Now, in Blender (where I’m rigging and animating), there’s a couple of ways to do this. I have tried both, with the same results (see the pic below). The first way is the simple way; simply set each bone’s “scale inheritance” mode from “full” to “aligned”. This causes each bone to inherit the scale of its parent from local-to-local space; i.e. the tip-to-tail axis of the parent gets scaled the same as the tip-to-tail axis of the child. By contrast, “full” mode causes the child bone’s WORLD space scale to be inherited; this causes it to deform arbitrarily based on the angle of its parent. The second way is to tell none of the bones to inherit any scale at all, and manually set their scales with constraints that define it in local space.

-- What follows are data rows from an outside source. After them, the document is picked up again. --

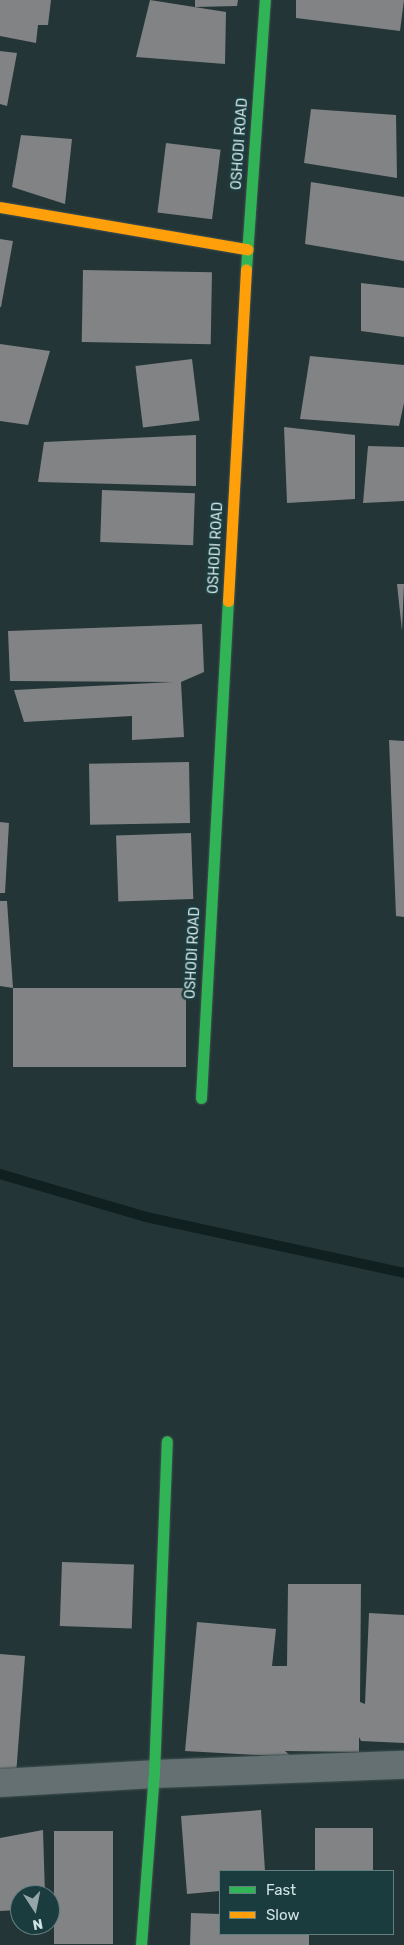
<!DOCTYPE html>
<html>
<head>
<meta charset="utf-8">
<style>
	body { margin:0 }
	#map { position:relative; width:404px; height:1945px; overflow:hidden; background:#233536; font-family:Rubik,sans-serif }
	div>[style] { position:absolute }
	.stream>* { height:10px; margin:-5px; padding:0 5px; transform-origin:5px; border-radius:5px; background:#101f20 }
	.building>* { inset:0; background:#818385; transform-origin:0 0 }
	.roads { filter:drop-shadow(0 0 1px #405050) drop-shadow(0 0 1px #405050) }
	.street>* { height:28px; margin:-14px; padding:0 14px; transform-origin:14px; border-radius:14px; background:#647072 }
	.fast>* { height:11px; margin:-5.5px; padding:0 5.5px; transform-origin:5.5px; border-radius:5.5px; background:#30b455 }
	.slow>* { height:11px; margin:-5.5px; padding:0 5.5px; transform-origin:5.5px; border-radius:5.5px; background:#ff9f0a }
	span { translate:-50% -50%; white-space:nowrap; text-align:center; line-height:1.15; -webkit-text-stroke:5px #1b3c3e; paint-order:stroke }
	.street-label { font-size:14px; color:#d1e3e4 }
	.legend { position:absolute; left:219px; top:1870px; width:175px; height:65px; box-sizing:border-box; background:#1b3c3e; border:1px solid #647f80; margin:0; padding:6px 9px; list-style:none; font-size:15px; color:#d1e3e4 }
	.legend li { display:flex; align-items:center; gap:10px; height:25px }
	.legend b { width:25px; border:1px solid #647f80 }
	.north { position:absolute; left:10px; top:1885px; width:50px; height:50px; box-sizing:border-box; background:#1b3c3e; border:1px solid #647f80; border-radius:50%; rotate:169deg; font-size:14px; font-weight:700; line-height:20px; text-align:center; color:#d1e3e4 }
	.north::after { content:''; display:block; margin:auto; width:18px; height:22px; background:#94a6a7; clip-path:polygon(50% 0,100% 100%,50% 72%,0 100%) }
</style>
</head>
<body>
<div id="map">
	<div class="stream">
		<div style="left:0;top:1174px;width:152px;rotate:16.4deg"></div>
		<div style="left:146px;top:1217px;width:264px;rotate:12.2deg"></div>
	</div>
	<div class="building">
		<div style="clip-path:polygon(0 0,51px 0,48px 25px,38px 25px,36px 43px,0 36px)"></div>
		<div style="clip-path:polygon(150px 0,226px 12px,225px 64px,136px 57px)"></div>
		<div style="clip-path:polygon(195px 0,238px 0,237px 6px,195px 7px)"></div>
		<div style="clip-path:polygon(296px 0,404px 0,400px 31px,296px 18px)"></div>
		<div style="clip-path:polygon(0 51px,17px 53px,7px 106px,0 104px)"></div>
		<div style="clip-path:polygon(311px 109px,396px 115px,397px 178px,304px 163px)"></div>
		<div style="clip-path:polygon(21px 135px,72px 139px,65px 204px,12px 187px)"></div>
		<div style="left:166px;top:143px;width:55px;height:70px;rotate:7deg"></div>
		<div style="clip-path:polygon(311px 182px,404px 197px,404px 261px,305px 244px)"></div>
		<div style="clip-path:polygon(0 239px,13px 241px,1px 307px,0 307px)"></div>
		<div style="left:83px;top:270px;width:129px;height:72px;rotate:1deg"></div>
		<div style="clip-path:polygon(361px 283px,404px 288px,404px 337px,361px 331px)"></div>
		<div style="clip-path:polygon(0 344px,50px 351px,28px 425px,0 421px)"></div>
		<div style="clip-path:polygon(310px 356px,404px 365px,404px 403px,399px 426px,300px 419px)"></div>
		<div style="left:192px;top:359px;width:62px;height:57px;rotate:83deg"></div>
		<div style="clip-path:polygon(284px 427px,355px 435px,355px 499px,287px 503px)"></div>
		<div style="clip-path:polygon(196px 435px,196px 486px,38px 482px,44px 442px)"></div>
		<div style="clip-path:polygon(368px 446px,404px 447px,404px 501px,363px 503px)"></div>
		<div style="left:102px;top:490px;width:93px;height:52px;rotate:2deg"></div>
		<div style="clip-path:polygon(397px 584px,404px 584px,402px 631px)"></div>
		<div style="clip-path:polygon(202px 624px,204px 672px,181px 682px,184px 737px,132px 740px,132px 716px,24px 722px,14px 690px,173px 682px,10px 681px,8px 631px)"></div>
		<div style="clip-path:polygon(389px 740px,404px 741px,404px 917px,396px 916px)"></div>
		<div style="left:189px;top:762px;width:61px;height:100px;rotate:89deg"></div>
		<div style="clip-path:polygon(0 822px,9px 823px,5px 893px,0 893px)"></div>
		<div style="left:191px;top:833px;width:66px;height:75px;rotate:88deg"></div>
		<div style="clip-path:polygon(0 901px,7px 901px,13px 988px,0 986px)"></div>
		<div style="left:13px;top:988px;width:173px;height:79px"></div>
		<div style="left:62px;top:1562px;width:72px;height:64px;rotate:2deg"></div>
		<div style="clip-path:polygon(288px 1584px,361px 1584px,360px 1702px,365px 1704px,369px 1613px,404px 1615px,404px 1743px,361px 1741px,359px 1737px,359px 1752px,285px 1751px,292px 1757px,185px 1751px,197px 1622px,276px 1629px,272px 1666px,287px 1666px)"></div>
		<div style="clip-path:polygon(0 1654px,25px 1656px,16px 1775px,0 1772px)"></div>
		<div style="clip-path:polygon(261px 1810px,265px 1871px,220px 1871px,220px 1891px,187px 1894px,181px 1816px)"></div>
		<div style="left:373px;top:1828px;width:43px;height:58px;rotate:90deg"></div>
		<div style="clip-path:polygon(43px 1830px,45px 1895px,20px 1895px,20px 1910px,0 1911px,0 1838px)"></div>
		<div style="left:54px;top:1831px;width:59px;height:113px"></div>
		<div style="clip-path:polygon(191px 1913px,220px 1914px,220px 1934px,309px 1934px,309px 1945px,190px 1945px)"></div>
	</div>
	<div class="roads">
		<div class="street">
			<div style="left:0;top:1783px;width:154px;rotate:-3.3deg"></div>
			<div style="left:154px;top:1774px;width:250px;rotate:-2.1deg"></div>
		</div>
		<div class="fast">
			<div style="left:246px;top:269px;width:270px;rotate:-86deg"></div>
			<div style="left:201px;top:1098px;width:498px;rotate:-86.9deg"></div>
			<div style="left:141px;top:1945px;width:171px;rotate:-85.7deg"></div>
			<div style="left:154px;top:1774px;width:333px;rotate:-87.8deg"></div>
		</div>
		<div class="slow">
			<div style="left:0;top:207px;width:251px;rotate:9.7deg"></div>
			<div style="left:228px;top:601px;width:332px;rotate:-86.9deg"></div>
		</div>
	</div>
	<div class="street-label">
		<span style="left:240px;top:144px;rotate:-86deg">OSHODI ROAD</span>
		<span style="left:216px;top:548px;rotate:-87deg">OSHODI ROAD</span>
		<span style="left:193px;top:953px;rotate:-87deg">OSHODI ROAD</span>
	</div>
	<ul class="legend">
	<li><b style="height:6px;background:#30b455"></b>Fast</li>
	<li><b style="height:6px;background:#ff9f0a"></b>Slow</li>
	</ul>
	<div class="north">N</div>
</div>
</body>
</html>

So far, so good. I’ve got a good-looking trail in Blender; you can see that in the top left pic. But when that animation gets imported to UE4 (with Preserve Local Transform checked, otherwise it just completely craps the bed), you’ll notice, looking at the top RIGHT pic, that the scale is extended. Instead of a curve of identically sized bones, each bone inherits the (local) scale of its parent, and then APPLIES that local scale again, creating a pretty but wholly-unintended Fibonacci spiral that quickly blows up to infinity if the trail is too long.
Here’s where it gets weird. I tried a bunch of things, and in a fit, decided that I should just flip everything in Blender back to “full scale inheritance” because I understand that this method of scaling inheritance is “correct” in the standards of fbx (or at least I believed so); each bone inherits the scale of its parent. I expected that from this, I would at least get the same result in Blender and UE4, and from there I could maybe work out some sort of complex constraint system that would then correct all the deformations. The bottom-right pic is what that looks like in Blender; an elongated, pinched mess.

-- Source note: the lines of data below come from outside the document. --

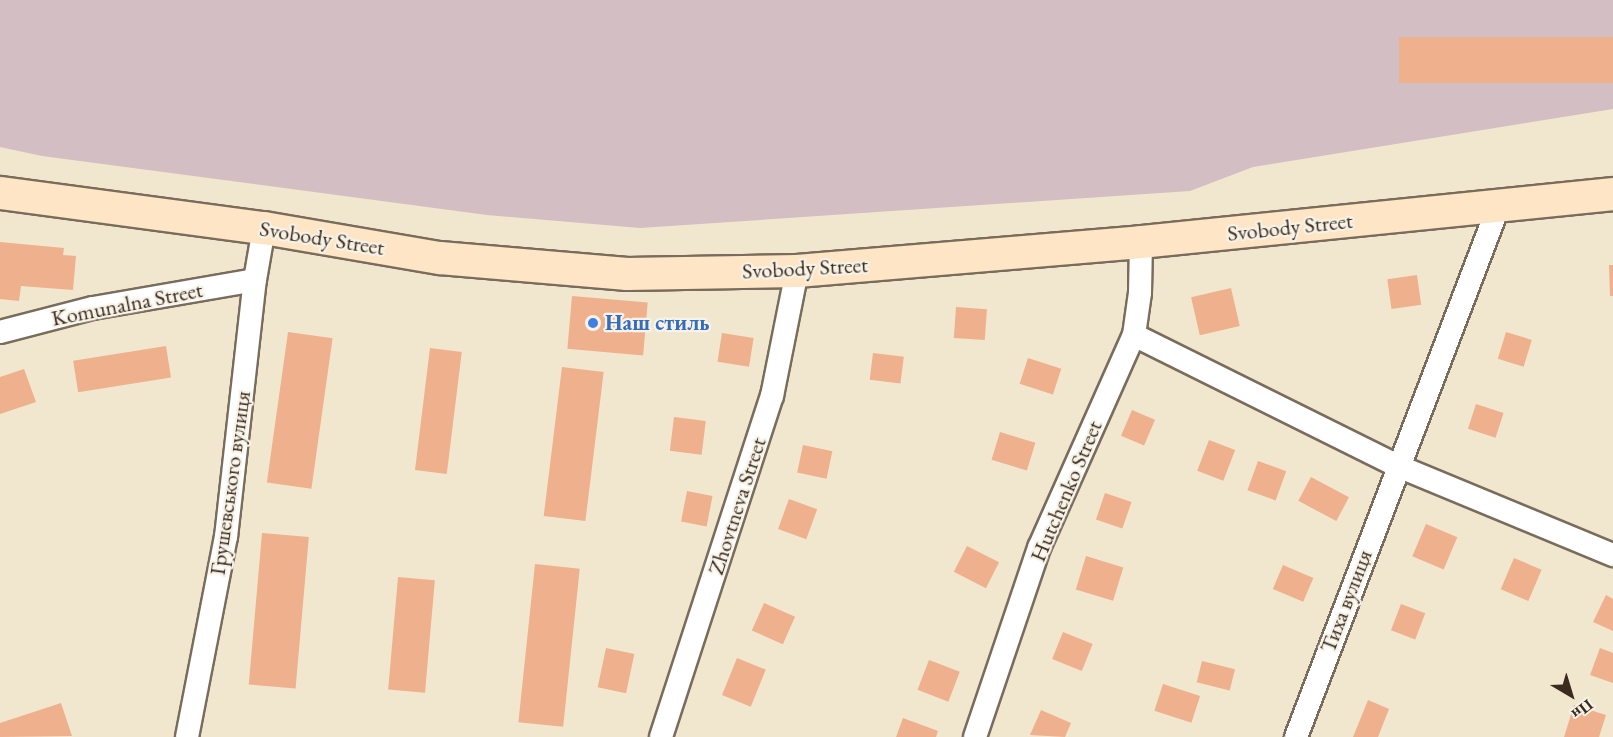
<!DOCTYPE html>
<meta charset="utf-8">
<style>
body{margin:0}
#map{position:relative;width:1613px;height:737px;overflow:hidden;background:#f0e7ce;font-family:"EB Garamond",serif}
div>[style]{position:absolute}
.industrial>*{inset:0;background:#d2bec3}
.building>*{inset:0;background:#efb08d;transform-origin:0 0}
.roads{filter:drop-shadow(2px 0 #7a6c5c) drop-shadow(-2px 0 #7a6c5c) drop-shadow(0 2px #7a6c5c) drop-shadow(0 -2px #7a6c5c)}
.minor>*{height:22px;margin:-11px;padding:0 11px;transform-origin:11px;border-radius:11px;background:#fff}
.secondary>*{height:32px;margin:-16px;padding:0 16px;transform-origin:16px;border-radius:16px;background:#fde5c5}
.dots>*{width:16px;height:16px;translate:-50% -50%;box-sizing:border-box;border:3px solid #f7f3e8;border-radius:50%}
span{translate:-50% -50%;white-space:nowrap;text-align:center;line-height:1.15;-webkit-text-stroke:4.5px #f7f3e8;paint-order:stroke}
.street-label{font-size:22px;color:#3b2a1e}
.shop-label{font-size:22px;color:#366cbe;font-weight:700}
.left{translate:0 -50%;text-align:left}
.north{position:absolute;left:1541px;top:665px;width:60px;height:60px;-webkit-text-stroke:4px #f7f3e8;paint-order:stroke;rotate:142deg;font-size:16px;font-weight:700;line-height:24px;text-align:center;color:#3b2a1e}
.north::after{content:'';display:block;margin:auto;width:21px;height:27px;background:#3b2a1e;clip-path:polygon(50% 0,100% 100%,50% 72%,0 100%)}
</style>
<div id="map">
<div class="industrial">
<i style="clip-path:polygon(0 0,1613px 0,1613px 109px,1253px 167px,1190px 191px,640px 228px,487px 215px,42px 156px,0 147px)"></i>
</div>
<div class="building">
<i style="left:1613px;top:37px;width:46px;height:214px;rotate:90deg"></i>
<i style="clip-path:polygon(0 242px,64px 248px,63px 255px,76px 256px,73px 290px,21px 286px,19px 301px,0 299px)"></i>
<i style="clip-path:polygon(1609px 265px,1613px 265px,1613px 296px,1610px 296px)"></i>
<i style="left:1417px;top:275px;width:30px;height:30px;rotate:82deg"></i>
<i style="left:1231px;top:288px;width:39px;height:41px;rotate:77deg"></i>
<i style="left:572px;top:296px;width:76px;height:53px;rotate:5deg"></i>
<i style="left:956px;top:307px;width:31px;height:31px;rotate:4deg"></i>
<i style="left:288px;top:332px;width:45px;height:152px;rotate:8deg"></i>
<i style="left:1506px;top:332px;width:27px;height:28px;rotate:17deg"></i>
<i style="left:722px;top:333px;width:32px;height:29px;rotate:9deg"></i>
<i style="left:166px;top:346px;width:32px;height:94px;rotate:81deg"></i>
<i style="left:430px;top:348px;width:32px;height:123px;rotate:7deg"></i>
<i style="left:873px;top:353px;width:31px;height:27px;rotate:7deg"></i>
<i style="left:1028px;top:358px;width:35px;height:27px;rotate:18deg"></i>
<i style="left:562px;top:367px;width:42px;height:150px;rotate:7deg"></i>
<i style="clip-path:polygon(24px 369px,36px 402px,0 414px,0 377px)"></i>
<i style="left:1476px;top:404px;width:29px;height:26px;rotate:18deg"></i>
<i style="left:1132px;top:410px;width:25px;height:28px;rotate:23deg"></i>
<i style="left:674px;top:417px;width:32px;height:34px;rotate:7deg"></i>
<i style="left:1000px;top:432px;width:37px;height:29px;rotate:17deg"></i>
<i style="left:1209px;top:440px;width:28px;height:33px;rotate:21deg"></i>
<i style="left:803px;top:445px;width:30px;height:28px;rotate:12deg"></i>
<i style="left:1258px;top:461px;width:30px;height:31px;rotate:20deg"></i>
<i style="left:1311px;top:477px;width:43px;height:27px;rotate:28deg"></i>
<i style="left:687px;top:491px;width:26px;height:31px;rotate:11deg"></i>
<i style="left:1105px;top:493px;width:28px;height:28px;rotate:19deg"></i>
<i style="left:789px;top:499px;width:30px;height:32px;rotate:20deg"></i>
<i style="left:1426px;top:524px;width:34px;height:35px;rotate:23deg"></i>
<i style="left:262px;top:533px;width:47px;height:152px;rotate:5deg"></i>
<i style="left:967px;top:546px;width:36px;height:29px;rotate:27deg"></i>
<i style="left:1086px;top:556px;width:39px;height:35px;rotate:17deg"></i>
<i style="left:1514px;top:558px;width:30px;height:34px;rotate:23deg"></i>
<i style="left:535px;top:564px;width:45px;height:159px;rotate:6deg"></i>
<i style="left:1283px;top:565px;width:33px;height:26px;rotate:23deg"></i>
<i style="left:398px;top:577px;width:37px;height:113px;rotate:5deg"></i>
<i style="clip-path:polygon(1606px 595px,1613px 599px,1613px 631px,1593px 622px)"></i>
<i style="left:764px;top:603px;width:34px;height:30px;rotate:24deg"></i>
<i style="left:1401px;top:604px;width:26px;height:28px;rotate:21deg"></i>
<i style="left:1063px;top:632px;width:32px;height:29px;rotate:22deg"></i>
<i style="left:606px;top:648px;width:29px;height:40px;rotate:12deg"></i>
<i style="clip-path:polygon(1600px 648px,1613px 653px,1613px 683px,1590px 675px)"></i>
<i style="left:737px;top:658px;width:31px;height:40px;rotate:22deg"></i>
<i style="left:929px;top:660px;width:33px;height:32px;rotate:21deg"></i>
<i style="left:1202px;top:661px;width:34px;height:22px;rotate:14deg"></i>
<i style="left:1163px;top:684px;width:39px;height:28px;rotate:18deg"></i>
<i style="clip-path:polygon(1368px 700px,1389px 709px,1378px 737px,1353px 737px)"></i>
<i style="clip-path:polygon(61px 703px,72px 736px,0 737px,0 723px)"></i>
<i style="clip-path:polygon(1574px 705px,1606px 715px,1599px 737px,1564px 737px)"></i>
<i style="clip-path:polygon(1041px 710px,1071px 723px,1065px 737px,1030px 735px)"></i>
<i style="clip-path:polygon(903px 718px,938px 731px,936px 737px,896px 737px)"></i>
</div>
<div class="roads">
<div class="minor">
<i style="left:0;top:332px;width:96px;rotate:-14.5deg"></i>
<i style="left:93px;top:308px;width:164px;rotate:-9.8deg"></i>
<i style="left:1134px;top:335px;width:295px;rotate:26.4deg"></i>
<i style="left:1398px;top:466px;width:233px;rotate:22.5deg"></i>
<i style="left:187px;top:737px;width:204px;rotate:-79deg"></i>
<i style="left:226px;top:537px;width:259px;rotate:-83.6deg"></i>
<i style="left:255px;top:280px;width:53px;rotate:-80.2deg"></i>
<i style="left:661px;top:737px;width:359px;rotate:-72deg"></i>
<i style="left:772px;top:396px;width:127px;rotate:-78.7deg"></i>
<i style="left:975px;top:737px;width:200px;rotate:-71.3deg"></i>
<i style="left:1039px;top:548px;width:233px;rotate:-66deg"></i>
<i style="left:1134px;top:335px;width:42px;rotate:-81.9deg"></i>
<i style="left:1140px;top:293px;width:51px;rotate:-88.9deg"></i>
<i style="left:1296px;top:737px;width:569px;rotate:-69.11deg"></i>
</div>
<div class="secondary">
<i style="left:0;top:193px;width:266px;rotate:7.6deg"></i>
<i style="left:264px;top:228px;width:179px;rotate:9.7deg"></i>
<i style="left:440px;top:258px;width:188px;rotate:4.9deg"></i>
<i style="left:627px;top:274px;width:170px;rotate:-1deg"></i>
<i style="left:797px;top:271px;width:345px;rotate:-4.8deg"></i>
<i style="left:1141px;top:242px;width:474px;rotate:-5.8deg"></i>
</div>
</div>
<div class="dots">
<i style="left:593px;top:323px;background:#3f7fe0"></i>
</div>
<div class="street-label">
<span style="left:1290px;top:227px;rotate:-6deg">Svobody Street</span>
<span style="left:322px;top:238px;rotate:9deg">Svobody Street</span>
<span style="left:805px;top:268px;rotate:-3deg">Svobody Street</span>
<span style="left:127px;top:304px;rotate:-11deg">Komunalna Street</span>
<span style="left:230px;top:483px;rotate:-82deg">Грушевського вулиця</span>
<span style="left:1066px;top:491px;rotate:-67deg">Hutchenko Street</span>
<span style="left:737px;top:506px;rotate:-72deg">Zhovtneva Street</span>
<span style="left:1346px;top:601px;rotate:-69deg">Тиха вулиця</span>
</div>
<div class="shop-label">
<span class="left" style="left:605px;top:323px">Наш стиль</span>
</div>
<div class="north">Пн</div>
</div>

Then I imported it and got the bottom-right pic. Not only was it not identical to the Blender file that I exported to make it, but the result that it gave me was exactly what I wanted to get in the first place. It seems that, for some reason, UE4 is natively treating the scale of a bone as being necessarily proportional to its parent space (or perhaps to its rest space; these bones have a perfectly vertical column for a rest pose, I suppose that could be related).
I am completely stumped. I really, really can’t be going in to all these bones (mercifully only 16 here, but for some of my rigs with multiple trails, potential 32 or 64 bones, a couple with more than 128) and changing the inherit scale factor by hand every time I export an animation. Especially if I tend to iterate on animations (which I do) which means constantly flipping back and forth for WYSIWYG consistency.
Does anyone understand what’s happening and how I can fix it? If not with some setting in UE4, then some setting or trick in Blender? I stress again that it doesn’t matter how I GET the bones scaled in this way (whether via an inheritance rule or manual scaling), UE4 and Blender simply disagree about what a bone looks like in the context of its parent’s scale. I don’t believe this can be changed in Blender but I could be wrong. If there’s some export or import setting (apart from Preserve Local Transform) that I’ve missed, can someone point me to it? Or is there some other trick someone knows of (probably in Blender) that will change how it handles “full scale inheritance” so that what it shows is calculated the same way as what UE4 shows, WITHOUT actually changing the properties of the bones and their scales as it goes to fbx export?